Verkehrsrecht & Tarife
Die Schlichtungsstelle Mobilität berichtet über interessante Streitfälle
1. Jan 2006
Als Frau M. aus Hofheim im Sommer dieses Jahres eine Bahnfahrkarte nach Berlin erwarb, hatte sie augenscheinlich keine unlauteren Absichten. Sie schildert, wie ihr am Schalter der Hinweis gegeben wurde, dass sie mit diesem Fahrschein auch den Nahverkehr am Zielort - also in Berlin - benutzen dürfe. Auch auf dem Ausdruck der Reiseverbindung befindet sich ein entsprechender Hinweis. Aber: Weil sie keinen Fahrschein mit Bahncard, sondern einen zum Normalpreis kaufte, war die sogenannte „City-Ticket"-Funktion nicht enthalten und auch nicht auf dem Fahrschein aufgedruckt.
Es kam, was kommen musste. Frau M. wurde bei der BVG kontrolliert und des Schwarzfahrens bezichtigt. Sie erhielt von der BVG eine Aufforderung zu einer Nachzahlung von 40 Euro. Sie konnte überhaupt nicht einsehen, dass sie mit einer solchen Anklage und Forderung konfrontiert wird. Sie hatte nur genau das getan, was man ihr bei der Bahn empfohlen hatte. Folglich lehnte sie es ab, der Forderung nachzukommen. Die BVG ging sehr ausführlich auf ihre Beschwerde ein und setzte den Sachverhalt detailliert auseinander. Im Ergebnis zeigte sie sich allerdings hart und hielt die Forderung aufrecht. Es kamen nun Inkassogebühren hinzu.
Erst jetzt erkannte Frau M., dass sie ihre Beschwerde eher an die Deutsche Bahn richten müsste. Möglicherweise erkannte sie sogar erst in dieser Phase, dass es sich um zwei Verkehrsunternehmen handelte. Die DB lehnte jedoch zunächst jegliche Verantwortung für den entstandenen Schaden ab. Frau M. wandte sich daraufhin an die Schlichtungsstelle Mobilität.

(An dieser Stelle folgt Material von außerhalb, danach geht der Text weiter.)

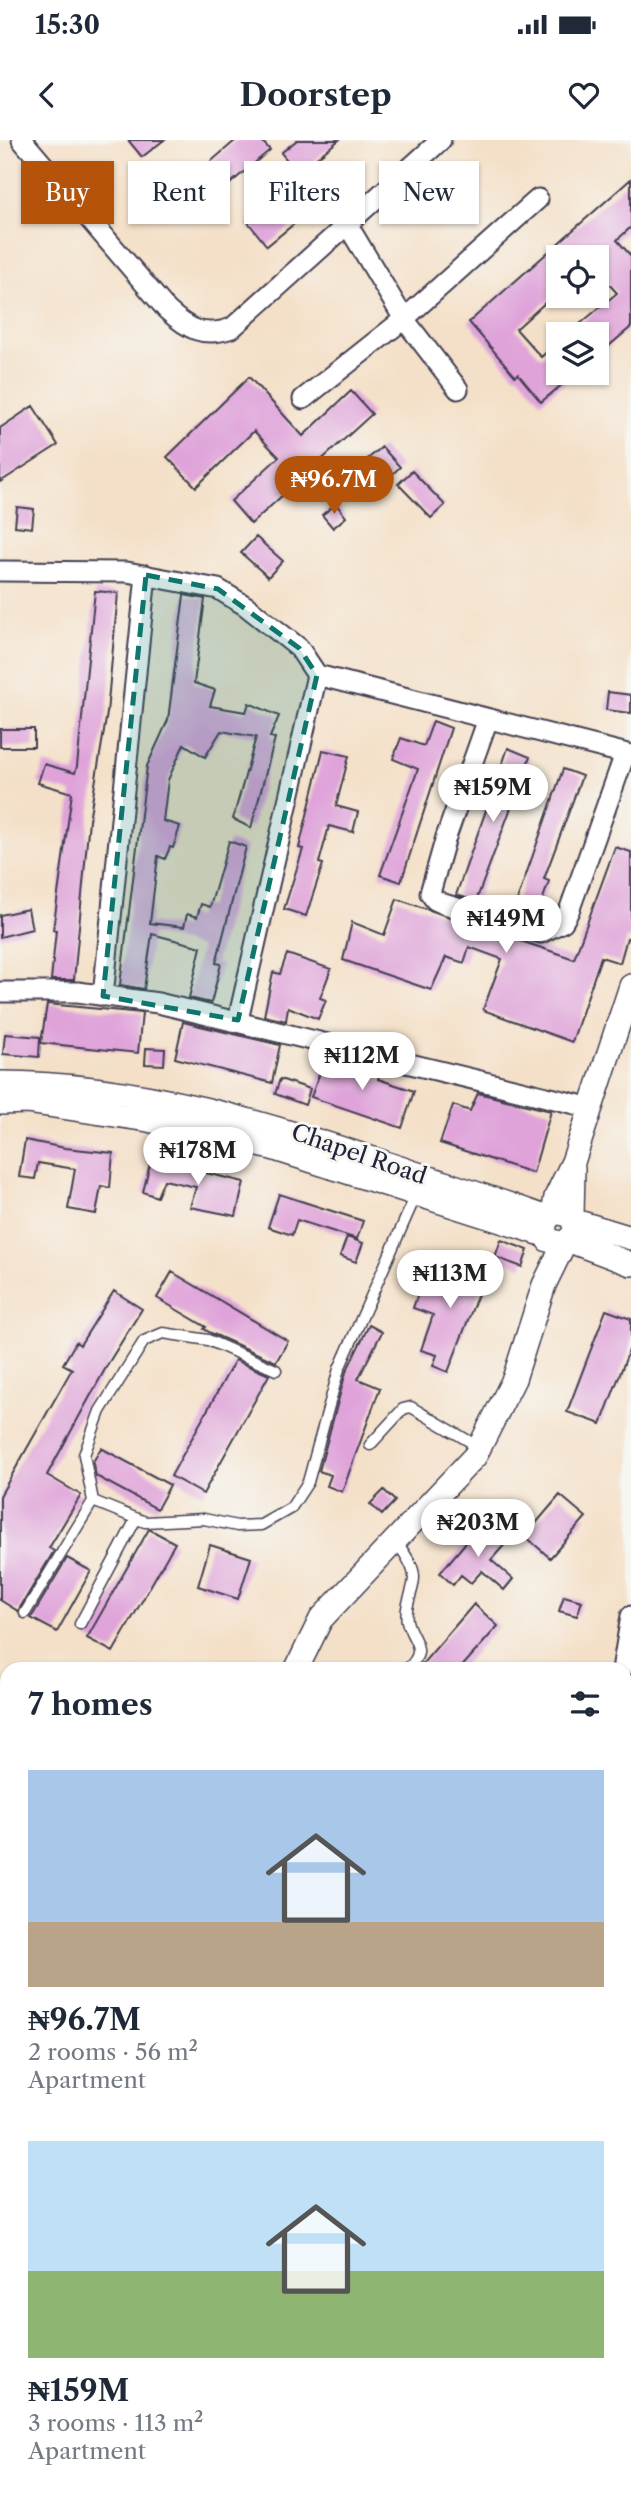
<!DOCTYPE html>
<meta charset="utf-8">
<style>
body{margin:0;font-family:"Libre Caslon Text",serif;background:#f2f2f3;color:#1f2937;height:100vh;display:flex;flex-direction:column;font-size:26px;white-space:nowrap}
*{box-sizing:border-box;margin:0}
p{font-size:23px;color:#747a83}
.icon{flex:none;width:38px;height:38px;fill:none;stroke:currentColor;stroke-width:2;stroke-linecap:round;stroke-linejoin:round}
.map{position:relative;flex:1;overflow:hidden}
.drawer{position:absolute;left:0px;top:1522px;width:632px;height:842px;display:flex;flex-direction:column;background:#fff;border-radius:21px 21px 0 0;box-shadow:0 2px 5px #0004}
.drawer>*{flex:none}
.top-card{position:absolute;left:21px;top:21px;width:590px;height:63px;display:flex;gap:14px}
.buttons{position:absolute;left:546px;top:105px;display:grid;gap:14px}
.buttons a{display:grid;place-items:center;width:63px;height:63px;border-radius:0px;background:#fff;box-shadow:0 2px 5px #0004;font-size:35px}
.price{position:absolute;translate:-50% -60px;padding:0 16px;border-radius:24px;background:#fff;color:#222;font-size:23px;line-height:46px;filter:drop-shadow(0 2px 4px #0008)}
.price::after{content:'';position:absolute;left:50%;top:42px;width:21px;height:16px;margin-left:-10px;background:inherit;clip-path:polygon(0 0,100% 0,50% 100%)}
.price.selected{background:#b45309;color:#fff}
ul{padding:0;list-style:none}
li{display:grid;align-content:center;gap:14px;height:371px;padding:0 28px}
li span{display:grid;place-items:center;height:217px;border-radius:0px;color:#555}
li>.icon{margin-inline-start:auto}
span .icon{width:126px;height:126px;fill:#fffc;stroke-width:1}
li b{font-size:30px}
h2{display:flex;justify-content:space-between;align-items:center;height:84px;padding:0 28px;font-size:30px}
.chip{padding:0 24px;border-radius:0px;background:#fff;box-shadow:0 2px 5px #0004;font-size:24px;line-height:63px}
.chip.selected{background:#b45309;color:#fff}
.status{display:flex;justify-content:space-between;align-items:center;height:49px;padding:0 35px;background:#fff;direction:ltr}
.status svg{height:19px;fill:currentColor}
header{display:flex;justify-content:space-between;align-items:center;height:91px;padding:0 28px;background:#fff;font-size:32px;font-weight:800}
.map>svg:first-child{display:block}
.building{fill:#dfa3d9}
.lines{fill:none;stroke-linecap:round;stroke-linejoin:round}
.service-casing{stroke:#423e50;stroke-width:13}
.minor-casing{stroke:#423e50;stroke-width:23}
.tertiary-casing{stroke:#423e50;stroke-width:26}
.service{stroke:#fff;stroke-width:10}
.minor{stroke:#fff;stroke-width:19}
.tertiary{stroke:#fff;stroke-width:23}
.marked{fill:#0f766e;fill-opacity:0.2;stroke:#0f766e;stroke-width:5;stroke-dasharray:14 9;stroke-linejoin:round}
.labels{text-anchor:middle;stroke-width:6;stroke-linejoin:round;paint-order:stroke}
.street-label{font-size:23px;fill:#22223b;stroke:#f6f6f2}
</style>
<div class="status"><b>15:30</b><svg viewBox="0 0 49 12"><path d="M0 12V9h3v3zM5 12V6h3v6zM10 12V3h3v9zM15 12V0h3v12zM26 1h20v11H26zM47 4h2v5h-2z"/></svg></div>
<header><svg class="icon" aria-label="back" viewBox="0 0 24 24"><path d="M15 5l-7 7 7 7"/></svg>Doorstep<svg class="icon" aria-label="heart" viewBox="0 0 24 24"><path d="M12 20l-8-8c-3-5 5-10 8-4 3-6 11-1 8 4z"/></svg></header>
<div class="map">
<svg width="631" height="2364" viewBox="0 0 631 2364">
<rect width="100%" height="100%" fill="#f6f6f2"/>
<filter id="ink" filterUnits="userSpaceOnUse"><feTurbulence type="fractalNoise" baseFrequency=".0143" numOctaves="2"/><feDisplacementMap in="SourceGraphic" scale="14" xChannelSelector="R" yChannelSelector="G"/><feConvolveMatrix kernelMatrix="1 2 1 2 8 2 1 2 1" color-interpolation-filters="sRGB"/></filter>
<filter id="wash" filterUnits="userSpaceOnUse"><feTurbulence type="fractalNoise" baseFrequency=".00686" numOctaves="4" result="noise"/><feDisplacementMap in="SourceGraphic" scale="28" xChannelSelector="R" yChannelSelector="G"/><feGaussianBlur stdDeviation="1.57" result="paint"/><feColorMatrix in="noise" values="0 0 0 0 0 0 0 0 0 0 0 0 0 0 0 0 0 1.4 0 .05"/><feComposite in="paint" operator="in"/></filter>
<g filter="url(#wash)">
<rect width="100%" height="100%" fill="#f4e0c8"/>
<g id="blocks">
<path class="building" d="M128,0H164L142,17Z
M236,0H261L270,10L220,52L201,30Z
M297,0H339L298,33L281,13Z
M631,39V87L617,100L631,116V187L597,216V194H568L617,153L597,131V117H558V151L516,189L541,217L558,202V233H576L541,262L518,234L515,236L469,182Z
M291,44L312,69L267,106L247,81Z
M249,237L303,296L351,251L372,274L251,384L231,361L279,317L254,291L196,347L167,317Z
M33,266L58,305L0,342V288Z
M382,307L400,327L383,343L364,322Z
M412,331L445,365L431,378L398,344Z
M336,364L346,377L333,388L322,375Z
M17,367L34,369L32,388L15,386Z
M256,397L283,421L268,437L241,413Z
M95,451L118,453L107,573L89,680L74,840H51L56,790H53L72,653L38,643L44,624L75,633L77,626Z
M184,455L205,459L194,543L215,550L210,566L246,572L249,563L279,576L270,597L275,598L251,688L233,679L256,597L221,591L205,617L184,604L168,640L163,681L180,686L173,708L170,707L165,719L158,716L150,783L184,787L187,774L197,777L201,764L210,767L229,701L246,707L216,823L221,824L211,863L189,858L201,807L152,794L144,849L120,845L147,626L168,580Z
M608,552L631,555V573L606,570Z
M433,581L451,588L401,742L380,735L418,629L393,619L401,598L424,606Z
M0,589H34V607H0Z
M508,608L530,617L476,761L456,755Z
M323,610L349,616L336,666L358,672L353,692L329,686L319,723L323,724L306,776L284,769L303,709L299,708Z
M563,629L582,636L544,739L549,741L536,779L513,772Z
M615,707L631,712V799L627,798L620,823L601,817L572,902L483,870L502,819L469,807L464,823L446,817L431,850L343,820L352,782L384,795L397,759L574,819Z
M28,769L32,789L0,797V775Z
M287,814L331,829L320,858L326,860L318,879L288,867L286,881L264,876L273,832L280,834Z
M47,864L142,873L138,913L41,903Z
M183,882L280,905L272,943L175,918Z
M5,894L40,897L39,917L3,914Z
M146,908L165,909L164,925L145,924Z
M325,919L381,930L378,939L414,951L402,988L311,957Z
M280,939L310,949L305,965L275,954Z
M478,953L551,971L533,1033L440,1003L453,965L470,971Z
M25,1000L65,1008L113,1013L110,1048L101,1046L96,1074L68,1069L75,1029L38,1023L35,1039L19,1037Z
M151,1020L244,1042L236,1076L190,1067L196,1047L164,1040L157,1057L143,1052Z
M279,1054L363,1081L357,1099L297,1080L292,1095L268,1087Z
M347,1097L363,1103L356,1122L340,1116Z
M501,1100L528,1110L522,1127L495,1117Z
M455,1116L488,1128L448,1232L433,1226L437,1215L421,1210L433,1175L413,1168L421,1145L442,1152Z
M172,1132L288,1201L276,1222L211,1193L204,1189L206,1187L157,1158Z
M114,1151L142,1169L109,1222L47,1335L81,1355L49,1408L54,1411L18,1471L0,1460V1356L72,1229L63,1224L76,1202L80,1205Z
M606,1170L631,1179V1205L601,1284L567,1272Z
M369,1185L382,1192L358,1239L380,1248L342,1352L327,1346L331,1335L319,1331L346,1232Z
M235,1220L269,1235L203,1354L171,1336Z
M101,1308L170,1345L157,1369L96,1336L93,1322Z
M384,1350L395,1361L382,1375L370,1364Z
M560,1355L586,1377L550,1418L525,1396Z
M483,1382L506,1403L491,1420L513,1439L504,1450L482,1431L471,1443L461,1435L453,1445L440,1433Z
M149,1389L175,1403L113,1512L87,1498Z
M210,1405L251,1418L238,1459L198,1446Z
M67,1418L91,1431L57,1492L31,1478Z
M564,1456L582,1461L577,1476L559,1471Z
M474,1464L498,1486L459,1530H417Z"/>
</g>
</g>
<g filter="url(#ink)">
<use href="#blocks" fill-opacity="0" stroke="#423e50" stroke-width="2"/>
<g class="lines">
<g class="service-casing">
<path id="service" d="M370,1305L403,1269L411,1267L479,1307
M93,1361L84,1315L100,1271L144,1201L163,1193L208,1200L276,1230
M397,1402C403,1412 414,1425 414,1437C414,1452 404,1465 407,1481C412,1502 430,1509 406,1530
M25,1473L93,1361L145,1382L204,1379L237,1386L261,1385L291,1368L308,1342L339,1229L416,1055
M80,1484L136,1379
M625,1951L631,1954
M4,2158L7,2159"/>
</g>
<g class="minor-casing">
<path id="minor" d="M22,0L167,170C188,189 203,198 232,188L441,0
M347,84L404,179L458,249
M303,259L404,179L538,59
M0,431L127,432L218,449L246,466L299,508L317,535L631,615
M488,579L446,697L430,753L435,760L444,764L541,793L563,782L569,771L625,614
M0,852H78L158,863L592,968
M103,856L146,435
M238,880L317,535
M622,1530L631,1476
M625,1752L631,1753
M0,2279L7,2288"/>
</g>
<g class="tertiary-casing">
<path id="tertiary" d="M0,943C139,943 270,984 400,1028C449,1045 499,1060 547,1078
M0,963L27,962L148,980L272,1008L545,1095
M553,1073L556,1057L573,1022L631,846
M572,1077L558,1072L547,1078L544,1089L548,1100L564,1104L576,1092L572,1077L573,1028
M575,1081L631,1098
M570,1101L631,1124
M296,1530L321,1479L475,1316L514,1239L544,1145L564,1104
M19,2364L22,2357"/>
</g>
<use href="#service" class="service"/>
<use href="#minor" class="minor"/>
<use href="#tertiary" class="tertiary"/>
</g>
</g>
<path class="marked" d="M146,435L218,449L299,508L317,535L238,880L103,856Z"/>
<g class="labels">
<g class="street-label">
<text transform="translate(359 1014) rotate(19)" y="8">Chapel Road</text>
</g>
</g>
</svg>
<div class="buttons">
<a><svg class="icon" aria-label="locate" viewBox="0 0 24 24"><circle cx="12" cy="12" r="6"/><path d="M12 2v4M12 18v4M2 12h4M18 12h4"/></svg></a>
<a><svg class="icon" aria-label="layers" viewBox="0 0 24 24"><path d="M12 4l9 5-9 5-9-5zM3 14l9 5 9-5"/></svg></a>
</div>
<b class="price selected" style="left:334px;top:376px">₦96.7M</b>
<b class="price" style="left:493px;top:684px">₦159M</b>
<b class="price" style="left:506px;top:815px">₦149M</b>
<b class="price" style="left:362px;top:952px">₦112M</b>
<b class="price" style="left:198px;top:1047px">₦178M</b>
<b class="price" style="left:450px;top:1170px">₦113M</b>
<b class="price" style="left:478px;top:1419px">₦203M</b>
<div class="top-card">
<a class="chip selected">Buy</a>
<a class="chip">Rent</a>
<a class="chip">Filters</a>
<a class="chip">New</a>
</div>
<section class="drawer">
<h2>7 homes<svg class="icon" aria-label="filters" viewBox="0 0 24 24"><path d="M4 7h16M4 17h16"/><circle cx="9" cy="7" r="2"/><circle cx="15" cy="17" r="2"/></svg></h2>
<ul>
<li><span style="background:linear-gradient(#a9c7e8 70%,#b9a48a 0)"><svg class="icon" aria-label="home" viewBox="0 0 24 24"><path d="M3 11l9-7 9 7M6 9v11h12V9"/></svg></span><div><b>₦96.7M</b><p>2 rooms · 56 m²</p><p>Apartment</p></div></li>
<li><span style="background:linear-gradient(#bfe0f5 60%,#8fb573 0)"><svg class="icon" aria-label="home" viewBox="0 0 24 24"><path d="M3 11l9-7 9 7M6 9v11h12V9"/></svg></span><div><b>₦159M</b><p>3 rooms · 113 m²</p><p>Apartment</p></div></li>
</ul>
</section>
</div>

Nachdem wir den Sachverhalt aufgeklärt hatten, versuchten wir, sowohl bei der BVG als auch bei der DB zu intervenieren. Zunächst wollten wir die BVG von der Unschuld sowie fehlenden Absicht von Frau M. und einem daraus folgenden Verzicht auf die Forderung überzeugen. Die BVG beharrte jedoch auf dem formalen Fehlen eines gültigen Fahrscheins und den daraus entstehenden Rechtsfolgen: der Fahrpreisnacherhebung.
Daraufhin unterbreiteten wir der DB und Frau M. einen Schlichtungsvorschlag. Im Verhältnis von 70 zu 30 sollten beide Seiten an dem entstandenen Schaden beteiligt werden. Grund für die stärkere Belastung der Unternehmensseite ist die unseres Erachtens größere Verantwortung für die Richtigkeit solcher ausschlaggebenden Informationen. Der Fahrgast hat allerdings die Pflicht zu prüfen. Aber die Hilflosigkeit des Fahrgastes in diesem Fall zeigt, in welch hohem Maße offensichtlich viele Bahnkunden beim Erwerb von Fahrscheinen überfordert sind.
Die DB lehnte den Schlichtungsvorschlag zunächst ab, ließ sich in einem nachfolgenden Gespräch dann aber doch noch davon überzeugen, dass es sich um eine gerechte und angemessene Lösung handelt, und willigte ein. Eine Lösung übrigens, die auf Kulanz basiert. Die Durchsetzbarkeit eines rechtlichen Anspruchs aufgrund der Verletzung von Informationspflichten ist als eher unwahrscheinlich einzuschätzen.
Gerade in Berlin, aber auch andernorts in Deutschland, passieren derartige und ähnliche Ereignisse recht häufig. Auch für die BVG scheint diese Häufung inzwischen ein Problem geworden zu sein, das sie nicht mehr durch kulantes Entgegenkommen zu lösen bereit ist. Dies zeigt: Aus der Komplexität des gesamten Systems öffentlicher Verkehr entstehen zwangsläufig ungewollte Folgen für die Kunden. Es ist deshalb gut, dass die entsprechende Instanz bei der DB auf unsere Schlichtungsarbeit so offen eingeht.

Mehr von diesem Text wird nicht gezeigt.